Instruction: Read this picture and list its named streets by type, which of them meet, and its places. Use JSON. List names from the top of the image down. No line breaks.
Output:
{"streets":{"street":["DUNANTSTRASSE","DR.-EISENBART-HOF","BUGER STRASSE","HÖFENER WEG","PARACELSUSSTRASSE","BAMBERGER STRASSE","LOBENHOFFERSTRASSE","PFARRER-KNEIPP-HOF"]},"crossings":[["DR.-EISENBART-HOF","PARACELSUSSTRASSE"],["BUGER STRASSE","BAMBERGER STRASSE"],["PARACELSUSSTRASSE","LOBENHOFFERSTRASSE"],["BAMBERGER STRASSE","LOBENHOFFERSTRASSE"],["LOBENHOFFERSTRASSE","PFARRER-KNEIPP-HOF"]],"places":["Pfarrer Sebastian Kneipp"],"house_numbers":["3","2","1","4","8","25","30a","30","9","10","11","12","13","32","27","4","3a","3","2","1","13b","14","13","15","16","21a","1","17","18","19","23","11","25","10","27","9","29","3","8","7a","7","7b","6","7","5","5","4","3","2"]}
______
WHAT IS NEEDED → Repeat the listing above exactly, every line of it.

RESULT FOR THIS TASK →
Instruction: Read this picture and list its named streets by type, which of them meet, and its places. Use JSON. List names from the top of the image down. No line breaks.
Output:
{"streets":{"street":["DUNANTSTRASSE","DR.-EISENBART-HOF","BUGER STRASSE","HÖFENER WEG","PARACELSUSSTRASSE","BAMBERGER STRASSE","LOBENHOFFERSTRASSE","PFARRER-KNEIPP-HOF"]},"crossings":[["DR.-EISENBART-HOF","PARACELSUSSTRASSE"],["BUGER STRASSE","BAMBERGER STRASSE"],["PARACELSUSSTRASSE","LOBENHOFFERSTRASSE"],["BAMBERGER STRASSE","LOBENHOFFERSTRASSE"],["LOBENHOFFERSTRASSE","PFARRER-KNEIPP-HOF"]],"places":["Pfarrer Sebastian Kneipp"],"house_numbers":["3","2","1","4","8","25","30a","30","9","10","11","12","13","32","27","4","3a","3","2","1","13b","14","13","15","16","21a","1","17","18","19","23","11","25","10","27","9","29","3","8","7a","7","7b","6","7","5","5","4","3","2"]}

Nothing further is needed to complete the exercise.